Prompt:
Below are some records. How many of their lines contain the string "text"? Give the number only.

Information given:
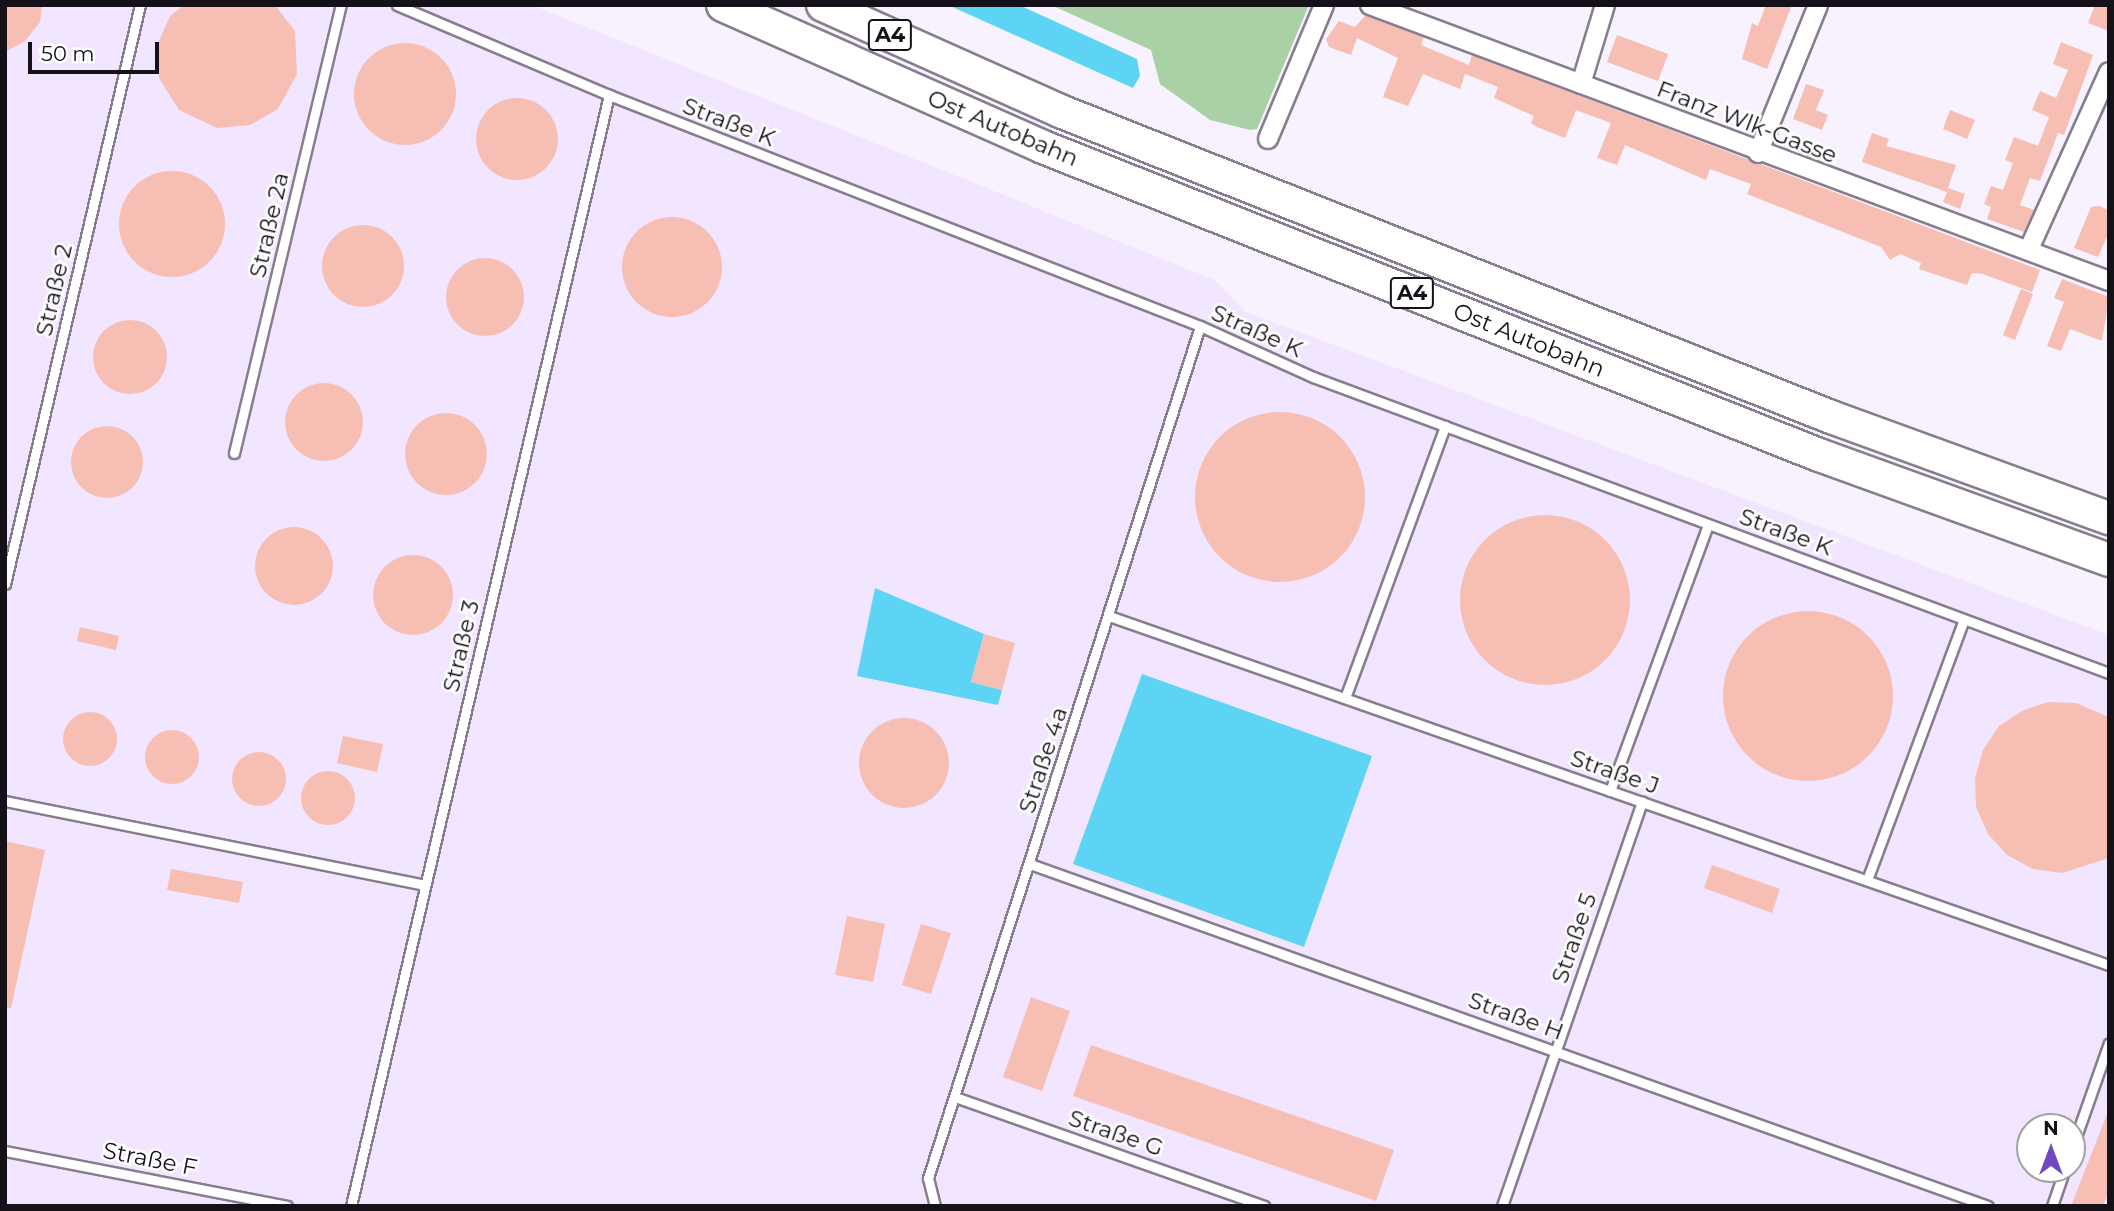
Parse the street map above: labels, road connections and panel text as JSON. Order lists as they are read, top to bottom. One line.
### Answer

...

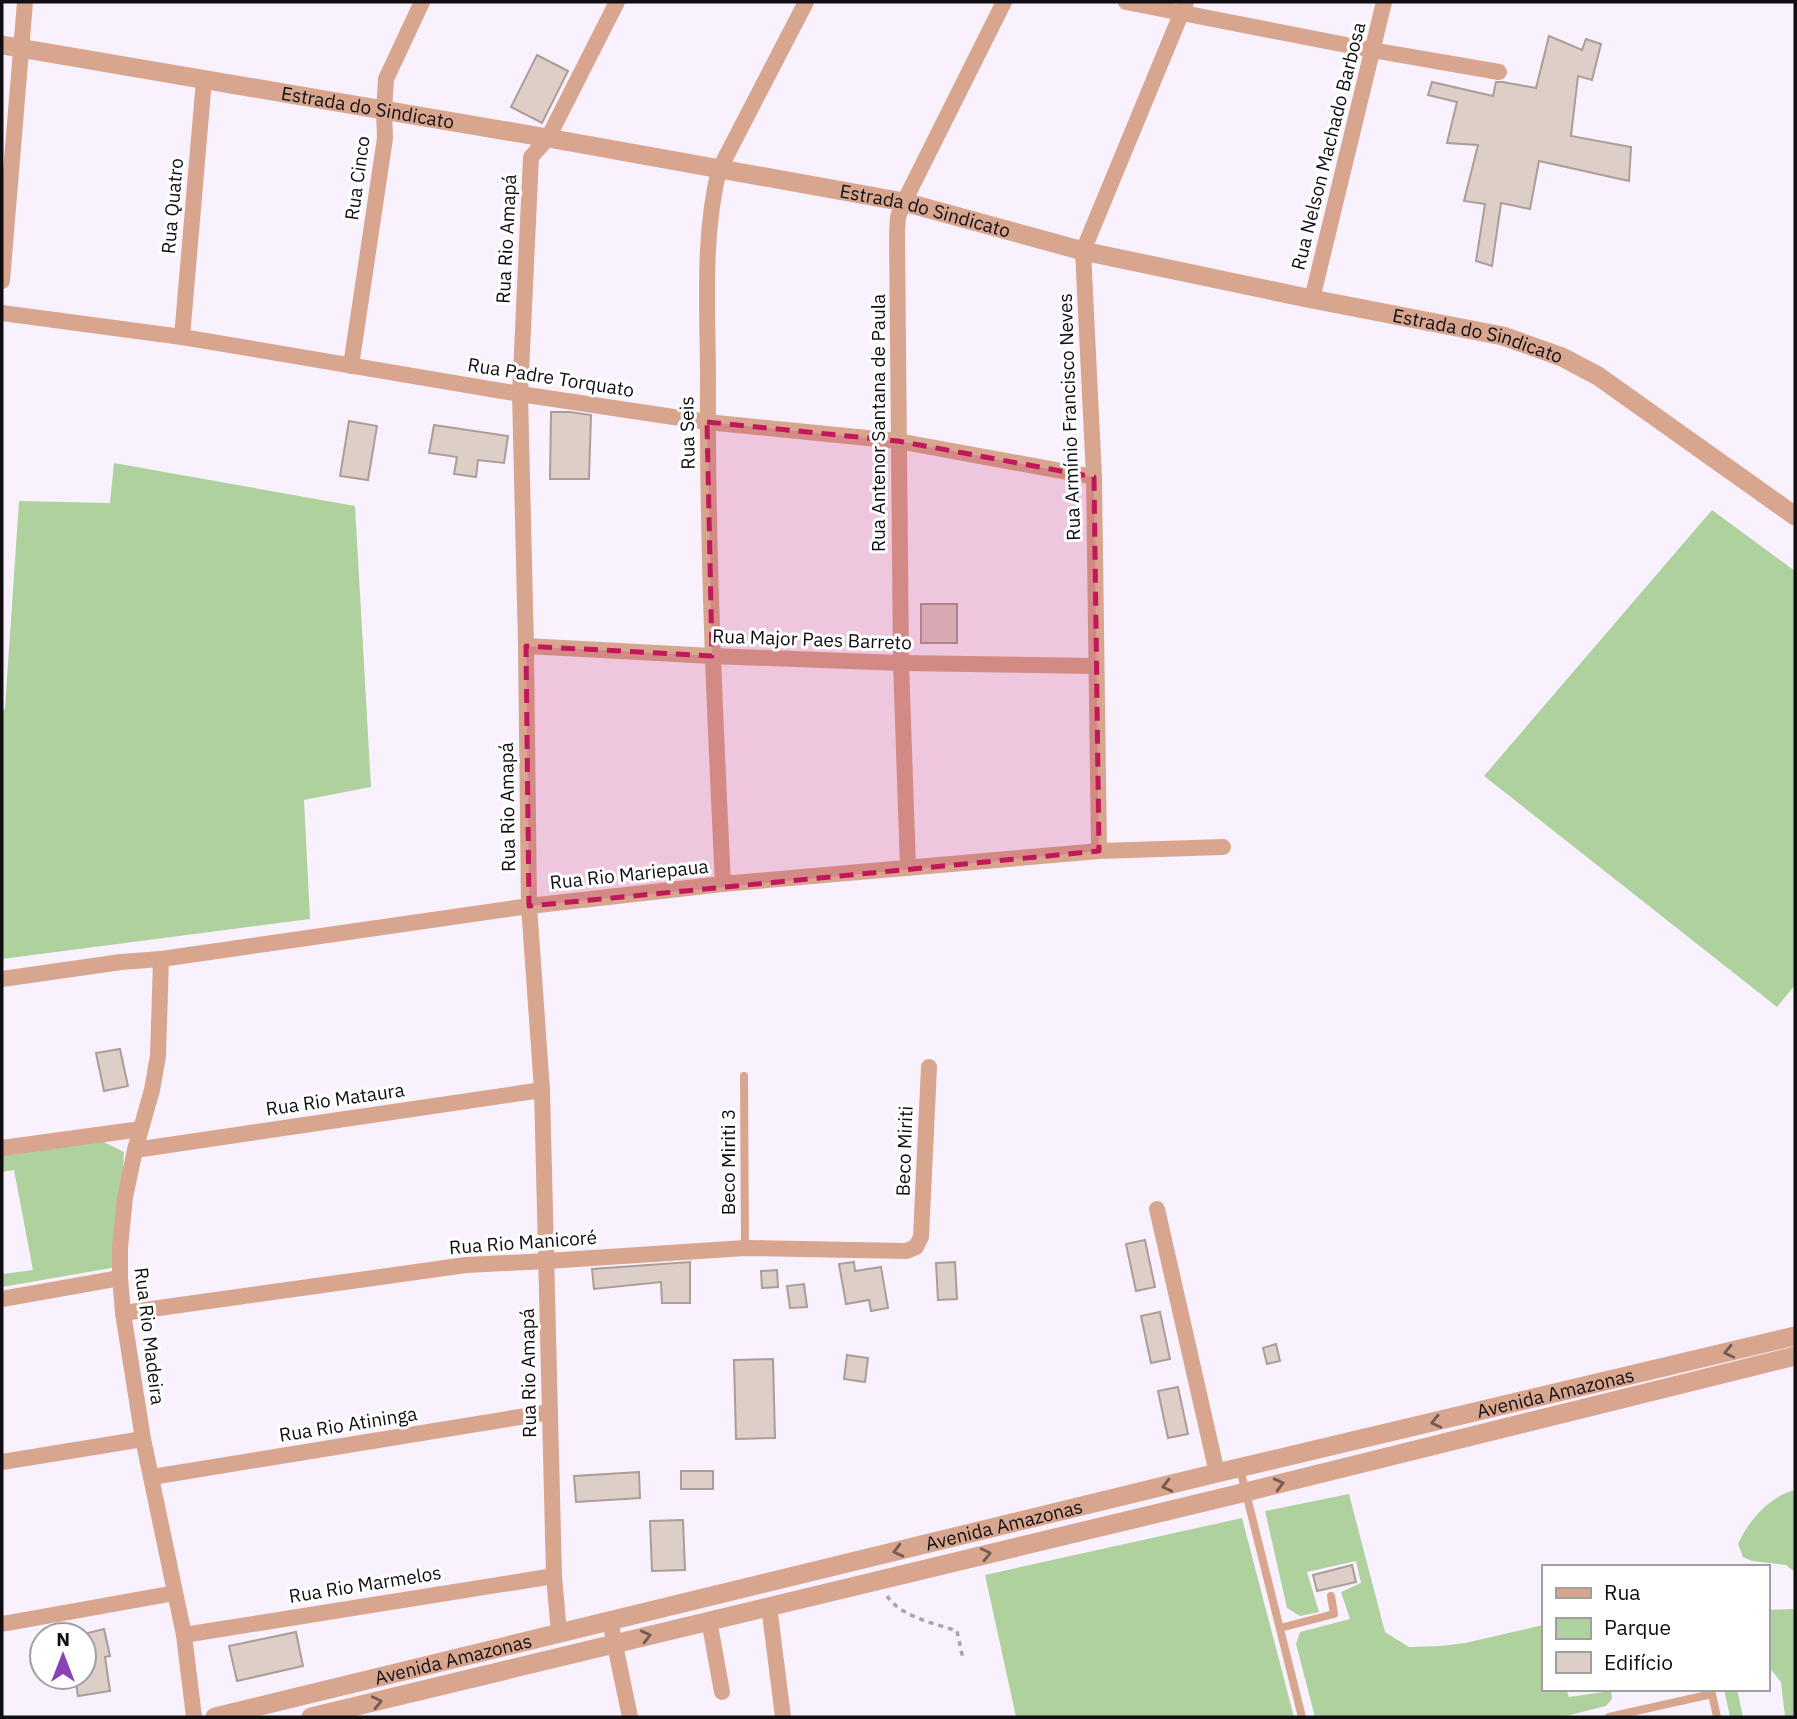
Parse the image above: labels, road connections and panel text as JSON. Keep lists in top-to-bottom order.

Reply to the exercise:
2